Exercise material:
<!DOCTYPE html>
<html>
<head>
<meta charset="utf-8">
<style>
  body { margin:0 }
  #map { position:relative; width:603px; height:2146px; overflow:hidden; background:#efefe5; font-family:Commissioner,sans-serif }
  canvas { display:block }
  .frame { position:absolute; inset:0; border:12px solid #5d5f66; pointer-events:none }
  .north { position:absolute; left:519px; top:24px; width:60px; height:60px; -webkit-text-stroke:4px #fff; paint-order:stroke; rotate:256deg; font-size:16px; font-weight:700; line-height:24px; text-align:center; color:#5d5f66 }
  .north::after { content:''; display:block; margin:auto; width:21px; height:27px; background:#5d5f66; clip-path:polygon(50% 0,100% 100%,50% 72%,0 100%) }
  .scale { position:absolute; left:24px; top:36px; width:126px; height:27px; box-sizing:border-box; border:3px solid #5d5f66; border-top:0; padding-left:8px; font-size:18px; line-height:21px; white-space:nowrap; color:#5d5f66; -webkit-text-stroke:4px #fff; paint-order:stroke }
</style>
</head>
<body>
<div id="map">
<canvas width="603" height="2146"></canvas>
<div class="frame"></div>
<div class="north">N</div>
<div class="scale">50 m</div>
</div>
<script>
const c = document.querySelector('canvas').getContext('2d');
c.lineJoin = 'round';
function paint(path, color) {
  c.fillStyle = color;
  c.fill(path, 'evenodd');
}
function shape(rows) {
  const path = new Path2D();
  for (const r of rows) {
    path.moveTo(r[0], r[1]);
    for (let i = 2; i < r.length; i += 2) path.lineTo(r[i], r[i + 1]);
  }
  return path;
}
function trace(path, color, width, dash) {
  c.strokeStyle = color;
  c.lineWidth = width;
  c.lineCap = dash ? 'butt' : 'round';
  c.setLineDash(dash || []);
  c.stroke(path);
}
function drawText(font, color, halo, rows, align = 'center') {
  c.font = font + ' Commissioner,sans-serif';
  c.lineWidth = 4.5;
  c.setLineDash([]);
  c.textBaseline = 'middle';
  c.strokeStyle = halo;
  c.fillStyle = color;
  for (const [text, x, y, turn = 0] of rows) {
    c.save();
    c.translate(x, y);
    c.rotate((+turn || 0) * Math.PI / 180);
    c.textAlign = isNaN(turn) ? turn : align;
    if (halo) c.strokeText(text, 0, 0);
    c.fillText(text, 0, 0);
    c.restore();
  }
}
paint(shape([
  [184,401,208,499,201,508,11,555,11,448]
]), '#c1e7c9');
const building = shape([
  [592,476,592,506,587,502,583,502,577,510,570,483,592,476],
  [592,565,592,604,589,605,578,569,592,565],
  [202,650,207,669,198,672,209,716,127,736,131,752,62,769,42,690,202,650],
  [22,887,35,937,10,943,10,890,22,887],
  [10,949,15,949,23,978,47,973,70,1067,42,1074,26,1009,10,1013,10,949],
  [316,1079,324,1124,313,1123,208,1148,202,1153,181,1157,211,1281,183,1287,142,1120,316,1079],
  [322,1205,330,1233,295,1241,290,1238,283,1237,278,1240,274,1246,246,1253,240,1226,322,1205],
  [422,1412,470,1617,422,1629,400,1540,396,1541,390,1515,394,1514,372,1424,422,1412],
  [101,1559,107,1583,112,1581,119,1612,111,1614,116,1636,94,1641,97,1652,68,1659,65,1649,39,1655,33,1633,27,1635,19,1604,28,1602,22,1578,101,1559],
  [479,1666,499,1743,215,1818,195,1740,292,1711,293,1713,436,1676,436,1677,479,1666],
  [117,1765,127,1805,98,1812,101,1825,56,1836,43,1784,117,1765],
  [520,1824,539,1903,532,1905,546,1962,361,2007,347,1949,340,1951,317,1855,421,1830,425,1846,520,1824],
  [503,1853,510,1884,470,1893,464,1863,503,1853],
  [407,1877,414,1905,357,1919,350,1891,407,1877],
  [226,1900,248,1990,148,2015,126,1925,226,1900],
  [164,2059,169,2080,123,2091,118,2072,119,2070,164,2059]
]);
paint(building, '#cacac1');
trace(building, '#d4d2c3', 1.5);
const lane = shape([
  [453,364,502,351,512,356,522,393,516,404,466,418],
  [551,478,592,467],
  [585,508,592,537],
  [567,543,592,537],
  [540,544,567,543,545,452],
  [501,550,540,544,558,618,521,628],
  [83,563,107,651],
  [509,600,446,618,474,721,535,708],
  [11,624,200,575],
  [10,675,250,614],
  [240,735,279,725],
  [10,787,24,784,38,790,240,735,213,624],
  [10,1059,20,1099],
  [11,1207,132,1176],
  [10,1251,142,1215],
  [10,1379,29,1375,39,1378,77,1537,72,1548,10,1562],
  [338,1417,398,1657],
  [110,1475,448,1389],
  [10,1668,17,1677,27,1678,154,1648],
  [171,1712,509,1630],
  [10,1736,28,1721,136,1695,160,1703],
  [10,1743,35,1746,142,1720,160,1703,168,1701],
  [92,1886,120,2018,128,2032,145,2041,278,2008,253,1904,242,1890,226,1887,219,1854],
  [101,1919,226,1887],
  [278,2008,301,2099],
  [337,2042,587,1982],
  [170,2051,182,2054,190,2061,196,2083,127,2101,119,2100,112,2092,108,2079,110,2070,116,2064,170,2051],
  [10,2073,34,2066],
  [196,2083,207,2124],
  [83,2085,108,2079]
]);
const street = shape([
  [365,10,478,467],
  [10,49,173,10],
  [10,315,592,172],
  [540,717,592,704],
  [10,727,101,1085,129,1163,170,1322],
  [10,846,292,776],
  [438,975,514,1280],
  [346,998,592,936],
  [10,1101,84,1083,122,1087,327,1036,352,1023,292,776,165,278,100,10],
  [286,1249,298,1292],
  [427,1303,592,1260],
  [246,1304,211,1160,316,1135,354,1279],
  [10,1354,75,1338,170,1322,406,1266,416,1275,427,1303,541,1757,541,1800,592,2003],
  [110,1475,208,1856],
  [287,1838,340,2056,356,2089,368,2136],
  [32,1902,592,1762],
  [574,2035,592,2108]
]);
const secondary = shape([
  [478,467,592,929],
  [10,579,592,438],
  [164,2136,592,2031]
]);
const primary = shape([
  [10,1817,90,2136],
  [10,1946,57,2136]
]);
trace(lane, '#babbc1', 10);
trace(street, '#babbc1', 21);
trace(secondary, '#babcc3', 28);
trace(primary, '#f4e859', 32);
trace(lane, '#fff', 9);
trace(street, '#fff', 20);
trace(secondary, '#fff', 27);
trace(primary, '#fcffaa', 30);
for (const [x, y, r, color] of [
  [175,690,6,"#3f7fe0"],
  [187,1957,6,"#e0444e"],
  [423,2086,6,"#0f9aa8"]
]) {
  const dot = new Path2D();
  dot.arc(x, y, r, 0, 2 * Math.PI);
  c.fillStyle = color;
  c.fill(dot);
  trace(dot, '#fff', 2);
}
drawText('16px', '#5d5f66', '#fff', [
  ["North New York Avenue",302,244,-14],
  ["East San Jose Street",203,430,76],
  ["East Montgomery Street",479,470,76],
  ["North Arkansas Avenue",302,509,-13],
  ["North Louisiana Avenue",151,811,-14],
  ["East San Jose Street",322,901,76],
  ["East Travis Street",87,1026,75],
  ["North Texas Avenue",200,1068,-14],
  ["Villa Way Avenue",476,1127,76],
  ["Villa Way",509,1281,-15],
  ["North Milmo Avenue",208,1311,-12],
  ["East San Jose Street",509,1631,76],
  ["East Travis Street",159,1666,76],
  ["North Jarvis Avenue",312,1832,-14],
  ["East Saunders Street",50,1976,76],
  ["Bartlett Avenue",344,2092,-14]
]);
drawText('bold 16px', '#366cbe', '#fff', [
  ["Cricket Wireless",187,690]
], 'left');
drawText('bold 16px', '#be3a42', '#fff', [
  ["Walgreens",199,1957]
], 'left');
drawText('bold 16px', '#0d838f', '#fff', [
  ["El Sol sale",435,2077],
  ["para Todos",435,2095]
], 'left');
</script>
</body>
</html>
==
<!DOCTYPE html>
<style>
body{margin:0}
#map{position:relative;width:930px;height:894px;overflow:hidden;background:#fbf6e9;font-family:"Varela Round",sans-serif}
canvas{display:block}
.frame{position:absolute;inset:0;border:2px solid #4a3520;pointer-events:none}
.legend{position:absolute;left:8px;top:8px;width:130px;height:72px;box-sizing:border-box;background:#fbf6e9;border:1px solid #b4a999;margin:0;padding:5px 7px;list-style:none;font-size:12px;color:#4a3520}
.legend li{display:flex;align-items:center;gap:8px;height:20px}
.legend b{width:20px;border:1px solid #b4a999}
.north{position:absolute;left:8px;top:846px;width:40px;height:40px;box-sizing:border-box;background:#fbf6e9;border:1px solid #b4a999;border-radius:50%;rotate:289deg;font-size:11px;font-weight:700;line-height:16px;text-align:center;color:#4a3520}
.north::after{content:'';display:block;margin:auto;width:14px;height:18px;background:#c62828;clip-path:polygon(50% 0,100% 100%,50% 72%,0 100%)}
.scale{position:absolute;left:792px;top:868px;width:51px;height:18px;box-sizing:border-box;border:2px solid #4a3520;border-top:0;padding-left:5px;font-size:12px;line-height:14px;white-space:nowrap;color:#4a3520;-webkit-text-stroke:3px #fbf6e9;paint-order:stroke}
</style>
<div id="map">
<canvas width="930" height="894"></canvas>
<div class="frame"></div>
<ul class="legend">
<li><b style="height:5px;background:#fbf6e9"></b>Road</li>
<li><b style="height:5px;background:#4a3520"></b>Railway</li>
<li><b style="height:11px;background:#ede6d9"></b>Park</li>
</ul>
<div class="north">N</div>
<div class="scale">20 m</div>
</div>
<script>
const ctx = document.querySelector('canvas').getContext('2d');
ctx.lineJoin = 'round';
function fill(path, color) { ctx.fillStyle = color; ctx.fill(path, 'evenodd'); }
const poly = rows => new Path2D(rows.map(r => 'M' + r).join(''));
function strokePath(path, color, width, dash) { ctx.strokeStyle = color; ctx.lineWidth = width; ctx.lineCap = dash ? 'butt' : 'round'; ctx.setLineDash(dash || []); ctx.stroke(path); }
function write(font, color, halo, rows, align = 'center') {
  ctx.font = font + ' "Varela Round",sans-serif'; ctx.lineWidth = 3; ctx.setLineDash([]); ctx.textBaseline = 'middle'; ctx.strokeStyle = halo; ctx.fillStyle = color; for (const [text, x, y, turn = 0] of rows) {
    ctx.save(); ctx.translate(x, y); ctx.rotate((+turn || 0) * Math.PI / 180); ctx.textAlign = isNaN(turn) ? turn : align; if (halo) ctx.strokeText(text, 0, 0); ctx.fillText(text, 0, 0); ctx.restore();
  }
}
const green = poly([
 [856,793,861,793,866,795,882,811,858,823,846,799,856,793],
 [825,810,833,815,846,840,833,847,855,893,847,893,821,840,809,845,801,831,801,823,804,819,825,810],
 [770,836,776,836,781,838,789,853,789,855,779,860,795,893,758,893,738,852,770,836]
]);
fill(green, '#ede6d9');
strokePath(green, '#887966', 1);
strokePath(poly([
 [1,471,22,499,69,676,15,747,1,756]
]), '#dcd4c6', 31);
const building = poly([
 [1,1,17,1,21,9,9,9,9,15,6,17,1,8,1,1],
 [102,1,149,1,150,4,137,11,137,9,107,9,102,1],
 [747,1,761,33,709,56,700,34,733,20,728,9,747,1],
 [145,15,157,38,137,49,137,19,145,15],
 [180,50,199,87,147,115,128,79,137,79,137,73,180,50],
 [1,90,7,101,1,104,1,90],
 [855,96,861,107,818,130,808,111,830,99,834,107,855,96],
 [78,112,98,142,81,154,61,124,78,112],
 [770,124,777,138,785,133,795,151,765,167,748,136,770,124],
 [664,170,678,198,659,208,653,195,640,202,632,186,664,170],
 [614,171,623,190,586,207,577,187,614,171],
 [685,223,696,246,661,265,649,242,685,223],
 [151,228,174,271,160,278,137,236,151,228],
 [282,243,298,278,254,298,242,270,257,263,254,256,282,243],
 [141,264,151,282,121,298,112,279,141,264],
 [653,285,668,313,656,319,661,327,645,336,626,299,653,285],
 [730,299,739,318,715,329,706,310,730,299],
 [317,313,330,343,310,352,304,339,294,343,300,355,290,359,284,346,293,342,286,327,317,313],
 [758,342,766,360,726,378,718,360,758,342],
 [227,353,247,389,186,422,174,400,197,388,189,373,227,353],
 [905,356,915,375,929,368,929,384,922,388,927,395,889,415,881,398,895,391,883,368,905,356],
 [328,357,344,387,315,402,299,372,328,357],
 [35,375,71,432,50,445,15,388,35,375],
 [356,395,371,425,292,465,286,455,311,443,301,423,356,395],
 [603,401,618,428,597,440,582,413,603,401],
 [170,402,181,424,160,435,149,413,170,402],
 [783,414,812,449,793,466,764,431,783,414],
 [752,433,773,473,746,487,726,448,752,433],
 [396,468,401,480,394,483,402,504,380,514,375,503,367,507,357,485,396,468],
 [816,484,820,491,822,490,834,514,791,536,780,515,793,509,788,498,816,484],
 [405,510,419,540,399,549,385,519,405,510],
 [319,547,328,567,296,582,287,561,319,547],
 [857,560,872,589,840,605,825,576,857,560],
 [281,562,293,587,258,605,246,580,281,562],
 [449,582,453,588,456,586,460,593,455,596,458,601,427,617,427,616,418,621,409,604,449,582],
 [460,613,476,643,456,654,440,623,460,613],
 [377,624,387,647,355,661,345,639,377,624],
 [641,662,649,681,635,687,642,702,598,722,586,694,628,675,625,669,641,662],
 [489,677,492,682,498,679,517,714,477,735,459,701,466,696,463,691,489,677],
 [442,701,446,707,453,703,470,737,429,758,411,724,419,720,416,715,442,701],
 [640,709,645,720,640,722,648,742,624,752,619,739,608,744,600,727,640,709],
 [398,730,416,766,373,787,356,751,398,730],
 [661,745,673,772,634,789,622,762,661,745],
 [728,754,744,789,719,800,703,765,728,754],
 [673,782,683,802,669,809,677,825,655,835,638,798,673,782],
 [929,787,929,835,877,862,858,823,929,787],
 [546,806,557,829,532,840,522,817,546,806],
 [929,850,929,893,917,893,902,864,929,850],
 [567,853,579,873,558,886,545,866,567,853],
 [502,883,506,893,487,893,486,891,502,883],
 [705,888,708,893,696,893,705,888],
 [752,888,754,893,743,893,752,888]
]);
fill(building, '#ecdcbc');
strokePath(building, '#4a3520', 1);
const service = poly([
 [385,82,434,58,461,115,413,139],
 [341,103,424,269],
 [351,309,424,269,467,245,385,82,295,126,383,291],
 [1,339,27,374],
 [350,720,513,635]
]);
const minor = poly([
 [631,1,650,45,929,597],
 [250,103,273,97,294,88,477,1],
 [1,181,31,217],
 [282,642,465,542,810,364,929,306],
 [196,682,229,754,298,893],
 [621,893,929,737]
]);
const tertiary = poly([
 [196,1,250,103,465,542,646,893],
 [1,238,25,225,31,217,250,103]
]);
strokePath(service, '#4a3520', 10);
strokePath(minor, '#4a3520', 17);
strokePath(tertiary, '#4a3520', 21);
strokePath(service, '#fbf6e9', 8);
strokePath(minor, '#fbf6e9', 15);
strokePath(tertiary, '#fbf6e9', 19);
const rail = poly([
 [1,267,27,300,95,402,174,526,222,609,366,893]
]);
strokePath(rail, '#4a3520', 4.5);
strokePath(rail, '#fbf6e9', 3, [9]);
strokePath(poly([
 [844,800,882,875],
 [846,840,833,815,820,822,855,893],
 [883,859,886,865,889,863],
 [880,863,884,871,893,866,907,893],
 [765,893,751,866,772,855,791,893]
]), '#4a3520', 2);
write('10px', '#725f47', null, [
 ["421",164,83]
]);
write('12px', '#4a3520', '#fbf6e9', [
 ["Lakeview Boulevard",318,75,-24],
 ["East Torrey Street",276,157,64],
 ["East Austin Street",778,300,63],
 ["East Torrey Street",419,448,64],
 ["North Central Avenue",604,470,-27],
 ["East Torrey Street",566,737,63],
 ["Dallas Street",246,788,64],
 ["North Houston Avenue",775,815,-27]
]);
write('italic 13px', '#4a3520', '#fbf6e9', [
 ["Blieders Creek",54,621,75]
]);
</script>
...
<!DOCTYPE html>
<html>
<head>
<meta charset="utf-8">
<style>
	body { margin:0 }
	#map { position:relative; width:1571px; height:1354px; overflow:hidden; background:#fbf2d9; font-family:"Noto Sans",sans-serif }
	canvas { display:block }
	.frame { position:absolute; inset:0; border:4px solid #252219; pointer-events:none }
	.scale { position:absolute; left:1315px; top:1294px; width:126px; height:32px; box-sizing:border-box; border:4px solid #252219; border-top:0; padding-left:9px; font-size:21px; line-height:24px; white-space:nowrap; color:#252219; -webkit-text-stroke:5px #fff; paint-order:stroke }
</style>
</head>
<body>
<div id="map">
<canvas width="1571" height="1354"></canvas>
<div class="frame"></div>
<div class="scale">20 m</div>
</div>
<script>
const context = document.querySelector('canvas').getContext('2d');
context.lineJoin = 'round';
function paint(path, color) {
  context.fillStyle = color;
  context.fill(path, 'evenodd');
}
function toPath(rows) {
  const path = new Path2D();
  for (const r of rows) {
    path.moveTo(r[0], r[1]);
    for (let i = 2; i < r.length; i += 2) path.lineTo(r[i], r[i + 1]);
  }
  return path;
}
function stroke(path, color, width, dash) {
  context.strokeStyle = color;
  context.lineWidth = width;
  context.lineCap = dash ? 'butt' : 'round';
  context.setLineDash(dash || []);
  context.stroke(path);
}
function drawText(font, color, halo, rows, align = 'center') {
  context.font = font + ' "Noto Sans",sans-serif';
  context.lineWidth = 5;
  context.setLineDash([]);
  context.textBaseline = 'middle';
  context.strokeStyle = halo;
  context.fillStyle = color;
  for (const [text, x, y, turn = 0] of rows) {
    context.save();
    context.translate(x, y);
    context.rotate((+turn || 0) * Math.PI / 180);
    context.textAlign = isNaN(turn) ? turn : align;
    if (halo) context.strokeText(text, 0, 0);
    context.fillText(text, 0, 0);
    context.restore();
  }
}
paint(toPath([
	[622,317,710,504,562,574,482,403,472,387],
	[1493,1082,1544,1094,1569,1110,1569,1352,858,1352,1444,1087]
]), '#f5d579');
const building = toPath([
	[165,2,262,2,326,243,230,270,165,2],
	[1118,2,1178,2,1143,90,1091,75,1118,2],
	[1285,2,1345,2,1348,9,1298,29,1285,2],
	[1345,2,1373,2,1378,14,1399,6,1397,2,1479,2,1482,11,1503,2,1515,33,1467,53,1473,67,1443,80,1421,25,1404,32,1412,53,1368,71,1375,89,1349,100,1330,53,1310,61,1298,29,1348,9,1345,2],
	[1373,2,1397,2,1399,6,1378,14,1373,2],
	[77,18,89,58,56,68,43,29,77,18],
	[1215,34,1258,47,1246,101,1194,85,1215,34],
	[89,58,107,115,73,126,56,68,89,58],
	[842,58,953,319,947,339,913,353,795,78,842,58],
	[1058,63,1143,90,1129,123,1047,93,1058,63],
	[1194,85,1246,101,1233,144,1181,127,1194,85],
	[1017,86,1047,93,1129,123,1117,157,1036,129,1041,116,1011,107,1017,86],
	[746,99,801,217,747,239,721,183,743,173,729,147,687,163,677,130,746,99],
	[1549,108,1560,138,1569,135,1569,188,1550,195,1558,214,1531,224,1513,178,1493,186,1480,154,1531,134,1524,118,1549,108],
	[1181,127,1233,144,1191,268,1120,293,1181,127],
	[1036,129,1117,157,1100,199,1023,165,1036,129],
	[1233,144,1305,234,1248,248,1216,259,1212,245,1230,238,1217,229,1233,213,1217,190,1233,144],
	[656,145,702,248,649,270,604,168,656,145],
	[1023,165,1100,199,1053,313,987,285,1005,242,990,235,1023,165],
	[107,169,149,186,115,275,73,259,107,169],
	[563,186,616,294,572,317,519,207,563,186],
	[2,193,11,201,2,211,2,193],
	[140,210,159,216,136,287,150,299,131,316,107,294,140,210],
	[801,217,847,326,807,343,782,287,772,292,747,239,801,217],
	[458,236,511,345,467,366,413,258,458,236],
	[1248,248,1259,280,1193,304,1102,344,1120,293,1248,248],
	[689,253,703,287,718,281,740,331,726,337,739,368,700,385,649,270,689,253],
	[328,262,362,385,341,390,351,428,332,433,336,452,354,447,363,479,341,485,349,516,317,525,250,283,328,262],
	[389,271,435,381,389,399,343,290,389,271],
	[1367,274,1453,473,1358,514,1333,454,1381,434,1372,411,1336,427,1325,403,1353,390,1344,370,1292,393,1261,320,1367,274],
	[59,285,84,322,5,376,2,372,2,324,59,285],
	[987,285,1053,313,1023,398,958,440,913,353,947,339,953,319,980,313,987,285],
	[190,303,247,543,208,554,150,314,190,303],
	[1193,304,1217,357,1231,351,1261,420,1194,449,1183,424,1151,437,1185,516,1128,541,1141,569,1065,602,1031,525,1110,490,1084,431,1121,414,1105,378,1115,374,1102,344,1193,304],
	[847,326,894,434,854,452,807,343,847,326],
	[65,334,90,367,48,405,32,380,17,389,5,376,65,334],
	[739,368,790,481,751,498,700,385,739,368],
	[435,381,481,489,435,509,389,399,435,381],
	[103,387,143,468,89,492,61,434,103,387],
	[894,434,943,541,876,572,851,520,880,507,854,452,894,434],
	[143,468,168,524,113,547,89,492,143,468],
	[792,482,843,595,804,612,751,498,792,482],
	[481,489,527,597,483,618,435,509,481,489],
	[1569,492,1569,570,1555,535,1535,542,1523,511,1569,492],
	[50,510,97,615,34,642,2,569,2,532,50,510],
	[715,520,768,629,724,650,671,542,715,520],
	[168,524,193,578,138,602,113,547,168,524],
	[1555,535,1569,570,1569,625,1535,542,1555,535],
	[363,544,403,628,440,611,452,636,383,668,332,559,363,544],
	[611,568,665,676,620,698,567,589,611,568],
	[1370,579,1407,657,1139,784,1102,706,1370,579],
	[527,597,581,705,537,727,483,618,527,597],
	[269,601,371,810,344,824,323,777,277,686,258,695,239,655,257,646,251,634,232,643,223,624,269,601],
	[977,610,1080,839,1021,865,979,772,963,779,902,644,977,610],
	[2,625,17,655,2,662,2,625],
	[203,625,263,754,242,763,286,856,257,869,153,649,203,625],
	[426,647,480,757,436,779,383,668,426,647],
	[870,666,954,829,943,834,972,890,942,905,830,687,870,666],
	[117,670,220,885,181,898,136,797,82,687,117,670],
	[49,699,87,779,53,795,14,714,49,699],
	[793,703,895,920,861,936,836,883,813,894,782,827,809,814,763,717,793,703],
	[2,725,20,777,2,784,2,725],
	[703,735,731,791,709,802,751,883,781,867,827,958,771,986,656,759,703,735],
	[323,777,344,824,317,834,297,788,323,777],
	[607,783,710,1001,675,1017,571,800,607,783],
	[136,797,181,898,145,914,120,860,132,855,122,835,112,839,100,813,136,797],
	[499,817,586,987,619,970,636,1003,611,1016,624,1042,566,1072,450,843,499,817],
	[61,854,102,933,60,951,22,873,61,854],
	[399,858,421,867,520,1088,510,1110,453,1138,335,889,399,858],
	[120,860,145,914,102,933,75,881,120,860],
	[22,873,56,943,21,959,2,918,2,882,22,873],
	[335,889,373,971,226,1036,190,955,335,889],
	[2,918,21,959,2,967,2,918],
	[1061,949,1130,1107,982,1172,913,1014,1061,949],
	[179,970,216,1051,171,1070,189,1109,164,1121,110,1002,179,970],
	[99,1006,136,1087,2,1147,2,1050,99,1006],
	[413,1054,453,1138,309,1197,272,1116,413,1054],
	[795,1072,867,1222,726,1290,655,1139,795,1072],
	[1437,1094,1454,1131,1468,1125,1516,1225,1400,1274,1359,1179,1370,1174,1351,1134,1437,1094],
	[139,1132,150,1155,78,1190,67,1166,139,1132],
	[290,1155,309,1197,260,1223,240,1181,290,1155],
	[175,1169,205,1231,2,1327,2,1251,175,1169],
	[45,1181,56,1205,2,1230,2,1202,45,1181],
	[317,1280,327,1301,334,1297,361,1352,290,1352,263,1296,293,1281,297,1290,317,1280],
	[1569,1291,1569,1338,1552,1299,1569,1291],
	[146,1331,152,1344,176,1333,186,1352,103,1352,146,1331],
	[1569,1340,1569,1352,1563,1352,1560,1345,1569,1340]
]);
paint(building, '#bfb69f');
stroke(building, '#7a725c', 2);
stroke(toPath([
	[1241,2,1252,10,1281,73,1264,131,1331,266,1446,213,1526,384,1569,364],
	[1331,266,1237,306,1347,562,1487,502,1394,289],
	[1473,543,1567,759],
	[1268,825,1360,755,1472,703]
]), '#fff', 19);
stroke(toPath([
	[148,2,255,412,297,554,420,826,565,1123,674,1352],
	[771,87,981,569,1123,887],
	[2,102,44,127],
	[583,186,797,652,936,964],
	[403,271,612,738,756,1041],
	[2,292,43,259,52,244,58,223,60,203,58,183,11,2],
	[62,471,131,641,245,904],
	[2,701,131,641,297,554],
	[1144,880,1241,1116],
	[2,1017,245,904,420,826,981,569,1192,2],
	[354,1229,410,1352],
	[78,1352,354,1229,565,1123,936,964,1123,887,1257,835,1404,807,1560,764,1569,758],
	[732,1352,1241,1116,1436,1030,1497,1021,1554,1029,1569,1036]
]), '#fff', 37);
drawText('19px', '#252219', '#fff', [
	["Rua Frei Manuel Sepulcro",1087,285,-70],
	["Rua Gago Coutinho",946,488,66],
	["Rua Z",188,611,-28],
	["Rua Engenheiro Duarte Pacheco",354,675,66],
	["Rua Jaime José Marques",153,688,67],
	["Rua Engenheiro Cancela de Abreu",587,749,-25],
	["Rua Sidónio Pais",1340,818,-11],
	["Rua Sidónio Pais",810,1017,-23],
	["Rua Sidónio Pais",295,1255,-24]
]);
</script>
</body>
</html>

The task: Using the records above, copy every line that has the word "lineWidth" in it.

Answer space:
  c.lineWidth = width;
  c.lineWidth = 4.5;
function strokePath(path, color, width, dash) { ctx.strokeStyle = color; ctx.lineWidth = width; ctx.lineCap = dash ? 'butt' : 'round'; ctx.setLineDash(dash || []); ctx.stroke(path); }
  ctx.font = font + ' "Varela Round",sans-serif'; ctx.lineWidth = 3; ctx.setLineDash([]); ctx.textBaseline = 'middle'; ctx.strokeStyle = halo; ctx.fillStyle = color; for (const [text, x, y, turn = 0] of rows) {
  context.lineWidth = width;
  context.lineWidth = 5;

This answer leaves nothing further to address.